● **REQUIRED WORK**:
Find the string "scale" in the records. Copy every line it appears in.

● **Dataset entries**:
════

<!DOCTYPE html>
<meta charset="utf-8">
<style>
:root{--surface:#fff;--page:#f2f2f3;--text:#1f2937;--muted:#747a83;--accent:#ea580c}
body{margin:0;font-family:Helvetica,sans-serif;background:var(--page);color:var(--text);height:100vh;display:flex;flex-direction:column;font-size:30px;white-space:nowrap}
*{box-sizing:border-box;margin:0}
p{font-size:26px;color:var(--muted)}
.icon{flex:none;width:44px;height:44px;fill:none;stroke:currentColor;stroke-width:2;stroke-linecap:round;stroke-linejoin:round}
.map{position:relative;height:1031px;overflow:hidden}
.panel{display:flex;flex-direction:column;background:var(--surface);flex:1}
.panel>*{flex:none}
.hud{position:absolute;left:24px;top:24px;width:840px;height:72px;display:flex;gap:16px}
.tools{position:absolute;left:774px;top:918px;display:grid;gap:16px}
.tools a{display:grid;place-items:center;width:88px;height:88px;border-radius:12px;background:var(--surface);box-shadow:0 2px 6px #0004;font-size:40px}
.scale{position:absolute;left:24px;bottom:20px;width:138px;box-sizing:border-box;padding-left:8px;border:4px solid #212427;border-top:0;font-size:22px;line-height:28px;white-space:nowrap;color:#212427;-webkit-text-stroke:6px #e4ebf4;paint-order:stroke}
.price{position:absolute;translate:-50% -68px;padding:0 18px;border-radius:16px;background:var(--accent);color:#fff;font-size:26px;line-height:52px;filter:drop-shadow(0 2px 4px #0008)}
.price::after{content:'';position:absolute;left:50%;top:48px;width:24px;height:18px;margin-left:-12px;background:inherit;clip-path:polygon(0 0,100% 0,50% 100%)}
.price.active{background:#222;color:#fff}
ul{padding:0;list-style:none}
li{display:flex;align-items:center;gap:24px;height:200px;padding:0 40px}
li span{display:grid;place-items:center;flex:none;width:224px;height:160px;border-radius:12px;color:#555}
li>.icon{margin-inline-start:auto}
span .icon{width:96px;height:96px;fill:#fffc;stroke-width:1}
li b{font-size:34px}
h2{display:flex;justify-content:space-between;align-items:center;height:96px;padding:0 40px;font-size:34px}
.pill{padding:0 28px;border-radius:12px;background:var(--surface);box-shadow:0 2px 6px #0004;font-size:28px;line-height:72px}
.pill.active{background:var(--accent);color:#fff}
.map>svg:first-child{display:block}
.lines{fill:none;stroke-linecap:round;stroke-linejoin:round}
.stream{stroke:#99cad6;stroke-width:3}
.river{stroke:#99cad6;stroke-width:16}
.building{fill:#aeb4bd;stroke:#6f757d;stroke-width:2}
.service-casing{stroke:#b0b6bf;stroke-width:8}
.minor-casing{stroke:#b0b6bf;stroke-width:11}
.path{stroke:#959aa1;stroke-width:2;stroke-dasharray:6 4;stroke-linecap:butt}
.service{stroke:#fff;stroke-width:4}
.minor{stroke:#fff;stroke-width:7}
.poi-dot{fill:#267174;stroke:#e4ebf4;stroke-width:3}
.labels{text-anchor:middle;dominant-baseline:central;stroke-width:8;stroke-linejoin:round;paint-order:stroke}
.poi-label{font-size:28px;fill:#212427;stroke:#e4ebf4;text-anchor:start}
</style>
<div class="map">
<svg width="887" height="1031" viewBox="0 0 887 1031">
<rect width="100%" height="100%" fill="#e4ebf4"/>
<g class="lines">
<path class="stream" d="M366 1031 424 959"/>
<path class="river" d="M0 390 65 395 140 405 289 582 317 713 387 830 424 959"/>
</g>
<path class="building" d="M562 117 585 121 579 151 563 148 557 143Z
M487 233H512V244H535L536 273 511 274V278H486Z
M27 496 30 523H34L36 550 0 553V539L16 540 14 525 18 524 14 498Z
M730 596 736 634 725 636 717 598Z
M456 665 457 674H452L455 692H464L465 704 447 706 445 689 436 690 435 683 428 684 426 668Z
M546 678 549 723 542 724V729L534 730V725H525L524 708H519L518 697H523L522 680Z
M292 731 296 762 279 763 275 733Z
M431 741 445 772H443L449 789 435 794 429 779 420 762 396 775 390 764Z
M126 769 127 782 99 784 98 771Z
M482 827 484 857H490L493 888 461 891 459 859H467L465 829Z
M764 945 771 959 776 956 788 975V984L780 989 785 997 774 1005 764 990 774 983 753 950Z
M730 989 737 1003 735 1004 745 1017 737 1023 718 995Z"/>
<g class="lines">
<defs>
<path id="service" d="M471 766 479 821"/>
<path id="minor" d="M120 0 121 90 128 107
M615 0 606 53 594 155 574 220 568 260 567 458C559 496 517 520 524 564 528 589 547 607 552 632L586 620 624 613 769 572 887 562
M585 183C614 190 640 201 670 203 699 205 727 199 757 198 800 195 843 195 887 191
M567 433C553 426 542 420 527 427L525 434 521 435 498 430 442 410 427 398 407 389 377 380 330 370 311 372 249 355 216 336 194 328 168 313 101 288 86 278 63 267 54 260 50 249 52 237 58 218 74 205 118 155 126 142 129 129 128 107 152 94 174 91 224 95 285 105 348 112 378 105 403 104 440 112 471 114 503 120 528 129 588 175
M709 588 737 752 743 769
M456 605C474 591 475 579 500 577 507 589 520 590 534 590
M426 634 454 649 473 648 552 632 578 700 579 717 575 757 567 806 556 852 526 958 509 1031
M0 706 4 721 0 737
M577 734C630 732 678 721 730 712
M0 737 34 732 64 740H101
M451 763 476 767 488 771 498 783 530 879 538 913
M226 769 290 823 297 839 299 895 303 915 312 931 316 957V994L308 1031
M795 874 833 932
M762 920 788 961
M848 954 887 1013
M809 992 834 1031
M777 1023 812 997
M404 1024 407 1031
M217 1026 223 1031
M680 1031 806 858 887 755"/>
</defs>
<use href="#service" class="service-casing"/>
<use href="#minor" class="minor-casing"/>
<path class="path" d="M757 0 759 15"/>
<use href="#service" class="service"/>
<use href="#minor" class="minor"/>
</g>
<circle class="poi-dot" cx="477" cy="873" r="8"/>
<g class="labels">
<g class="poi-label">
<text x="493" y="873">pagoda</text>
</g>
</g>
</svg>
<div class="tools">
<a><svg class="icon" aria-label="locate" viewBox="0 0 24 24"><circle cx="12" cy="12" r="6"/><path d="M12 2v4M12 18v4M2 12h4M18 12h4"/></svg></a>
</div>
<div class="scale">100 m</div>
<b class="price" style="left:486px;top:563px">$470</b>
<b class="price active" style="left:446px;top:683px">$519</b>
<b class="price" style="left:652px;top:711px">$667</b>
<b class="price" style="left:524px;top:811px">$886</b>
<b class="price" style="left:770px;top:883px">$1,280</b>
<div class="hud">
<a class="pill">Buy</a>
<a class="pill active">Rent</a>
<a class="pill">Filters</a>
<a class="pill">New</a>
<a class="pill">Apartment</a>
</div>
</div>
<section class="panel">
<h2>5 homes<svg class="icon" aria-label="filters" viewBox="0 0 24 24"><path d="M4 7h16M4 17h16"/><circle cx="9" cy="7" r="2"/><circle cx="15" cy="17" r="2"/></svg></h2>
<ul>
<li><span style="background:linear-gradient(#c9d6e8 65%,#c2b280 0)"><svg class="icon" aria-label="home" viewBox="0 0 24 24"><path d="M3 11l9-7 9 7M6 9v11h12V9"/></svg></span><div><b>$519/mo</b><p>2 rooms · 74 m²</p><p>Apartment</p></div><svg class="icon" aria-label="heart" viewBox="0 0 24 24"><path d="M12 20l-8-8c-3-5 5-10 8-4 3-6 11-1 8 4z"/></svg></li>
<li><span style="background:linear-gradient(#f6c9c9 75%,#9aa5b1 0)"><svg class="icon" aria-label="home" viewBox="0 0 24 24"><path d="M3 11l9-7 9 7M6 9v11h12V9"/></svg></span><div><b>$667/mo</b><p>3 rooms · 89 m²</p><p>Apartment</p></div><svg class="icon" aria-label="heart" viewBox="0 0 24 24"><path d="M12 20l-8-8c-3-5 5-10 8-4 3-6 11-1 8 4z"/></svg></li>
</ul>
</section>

════

● **EXERCISE RESPONSE**:
.scale{position:absolute;left:24px;bottom:20px;width:138px;box-sizing:border-box;padding-left:8px;border:4px solid #212427;border-top:0;font-size:22px;line-height:28px;white-space:nowrap;color:#212427;-webkit-text-stroke:6px #e4ebf4;paint-order:stroke}
<div class="scale">100 m</div>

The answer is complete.